In Emilia Romagna, dove la transizione energetica sta generando grande fermento, anche grazie ad ingenti investimenti stranieri, c’è una realtà come Flash Battery, che abbiamo conosciuto bene agli Electric Days Digital e che, dopo essere stata premiata dalla Regione come “miglior impresa under 40”, festeggia anche per la crescita registrata in un anno tutt’altro che facile come il 2020.

Un anno in crescita

Flash Battery, che ha sede a Sant’Ilario d’Enza, in provincia di Reggio Emilia, ha infatti chiuso l’anno con un incremento del 5% del fatturato, che ha toccato quota 14 milioni di euro (il 30% dei quali proveniente da accordi commerciali con Paesi esteri), e una aumento del 25% della forza lavoro, arrivando a oltre 60 dipendenti.
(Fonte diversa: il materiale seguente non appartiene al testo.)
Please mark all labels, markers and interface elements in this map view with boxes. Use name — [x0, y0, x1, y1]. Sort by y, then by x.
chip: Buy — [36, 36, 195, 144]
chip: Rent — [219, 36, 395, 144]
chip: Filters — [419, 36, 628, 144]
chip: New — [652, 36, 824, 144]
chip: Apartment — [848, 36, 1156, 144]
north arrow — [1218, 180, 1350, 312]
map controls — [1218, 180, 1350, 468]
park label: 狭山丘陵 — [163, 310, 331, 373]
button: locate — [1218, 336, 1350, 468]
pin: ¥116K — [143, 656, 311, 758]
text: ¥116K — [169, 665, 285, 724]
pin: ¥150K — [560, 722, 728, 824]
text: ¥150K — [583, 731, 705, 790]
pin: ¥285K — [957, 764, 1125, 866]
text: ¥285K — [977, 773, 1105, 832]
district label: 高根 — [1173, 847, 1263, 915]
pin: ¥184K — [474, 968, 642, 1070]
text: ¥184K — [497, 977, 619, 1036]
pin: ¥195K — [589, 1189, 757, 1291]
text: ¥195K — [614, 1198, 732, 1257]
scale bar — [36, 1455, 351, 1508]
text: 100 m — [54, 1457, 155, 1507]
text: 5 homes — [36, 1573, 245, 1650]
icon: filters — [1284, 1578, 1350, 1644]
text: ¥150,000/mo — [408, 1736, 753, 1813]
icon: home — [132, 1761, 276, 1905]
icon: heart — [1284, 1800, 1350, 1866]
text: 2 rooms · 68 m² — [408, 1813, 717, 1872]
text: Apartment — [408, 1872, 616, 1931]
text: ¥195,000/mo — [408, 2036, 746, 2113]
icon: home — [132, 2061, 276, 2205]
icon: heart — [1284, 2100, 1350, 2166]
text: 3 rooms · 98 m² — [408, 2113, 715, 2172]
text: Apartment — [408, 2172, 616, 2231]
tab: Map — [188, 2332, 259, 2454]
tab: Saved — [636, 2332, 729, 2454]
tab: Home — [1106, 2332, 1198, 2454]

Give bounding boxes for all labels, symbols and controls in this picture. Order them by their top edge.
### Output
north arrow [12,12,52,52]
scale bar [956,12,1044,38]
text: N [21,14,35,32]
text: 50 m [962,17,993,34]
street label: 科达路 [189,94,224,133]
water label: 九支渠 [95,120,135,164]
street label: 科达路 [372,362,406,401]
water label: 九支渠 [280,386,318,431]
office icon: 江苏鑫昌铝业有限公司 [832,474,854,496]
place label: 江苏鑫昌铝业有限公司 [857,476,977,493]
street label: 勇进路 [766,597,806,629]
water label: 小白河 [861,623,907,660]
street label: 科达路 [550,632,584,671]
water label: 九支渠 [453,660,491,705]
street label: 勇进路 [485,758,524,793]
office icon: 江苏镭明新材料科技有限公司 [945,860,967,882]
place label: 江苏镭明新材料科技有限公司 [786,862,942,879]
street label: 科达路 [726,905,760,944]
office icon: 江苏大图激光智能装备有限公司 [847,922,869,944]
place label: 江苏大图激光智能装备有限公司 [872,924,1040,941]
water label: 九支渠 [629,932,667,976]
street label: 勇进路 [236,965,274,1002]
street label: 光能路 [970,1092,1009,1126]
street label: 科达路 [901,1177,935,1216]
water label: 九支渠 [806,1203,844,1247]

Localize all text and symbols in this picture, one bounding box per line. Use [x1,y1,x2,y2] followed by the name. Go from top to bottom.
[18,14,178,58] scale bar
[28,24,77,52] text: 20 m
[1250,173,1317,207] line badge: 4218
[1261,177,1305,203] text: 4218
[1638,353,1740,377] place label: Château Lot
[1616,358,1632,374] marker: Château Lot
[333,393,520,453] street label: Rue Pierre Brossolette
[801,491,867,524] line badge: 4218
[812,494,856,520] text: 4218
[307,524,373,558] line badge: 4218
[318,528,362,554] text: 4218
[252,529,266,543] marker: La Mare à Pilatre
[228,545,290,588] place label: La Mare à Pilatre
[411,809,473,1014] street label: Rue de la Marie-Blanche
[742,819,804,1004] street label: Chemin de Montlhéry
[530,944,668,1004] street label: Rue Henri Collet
Quanto costa cambiare la batteria di un'auto elettrica
  • Fatturato: 14 milioni (+5%)
  • Dipendenti: 60+ dipendenti (+25%)

L’azienda nel 2020 ha raggiunto un altro importante traguardo: ha infatti completato i lavori di costruzione del nuovo stabilimento, realizzato con un investimento di 7,5 milioni di euro, che potrà accogliere fino a 150 lavoratori.

Attenzione all’ambiente

Nonostante la pandemia abbia rallentato la produzione, soprattutto nel primo semestre dello scorso anno, Flash Battery è riuscita a centrare ottimi risultati ed è stata anche inserita dall’Istituti Tedesco Qualità e Finanza tra le aziende italiane “campioni di crescita” per il periodo 2016-2019 (dal 2016 ad oggi il fatturato è quadruplicato).

“Oltre all’incremento degli addetti - sottolinea Marco Righi, CEO di Flash Battery – i risultati più importanti, anche in prospettiva, riguardano gli investimenti sul potenziamento delle attività di ricerca e sviluppo e sulla sostenibilità, che ci vede tra i leader non solo in relazione alle prestazioni dei nostri prodotti. Senza dimenticare il controllo di processi e l’uso di materiali riciclabili o agevolmente smaltibili, con l’obiettivo di giungere a prodotti ad impatto zero per l’ambiente”.

Tra ricerca e Università

Tra le attività di Flash Battery spiccano anche la collaborazione con enti di formazione, centri di ricerca e Università, tra queste quelle di Modena e Reggio Emilia, Parma, Bologna, il Politecnico di Milano e la Motorvehicle University of Emilia Romagna. In questo modo l’azienda riesce sia a sviluppare prodotti innovativi sia ad entrare in contatto con figure professionali altamente qualificate.

“Gli investimenti in ricerca e sviluppo – sottolinea Matteo Donelli, Sales Director Flash Battery dal 2020 – si sono tradotti, tra l’altro, nello sviluppo di oltre un centinaio di prototipi legati a diversi settori e, in particolare, alla forte espansione dell’elettrico nel mondo delle costruzioni e dell’agricoltura, che si associano così alle rilevanti crescite che proseguono nell’industria e nella logistica”.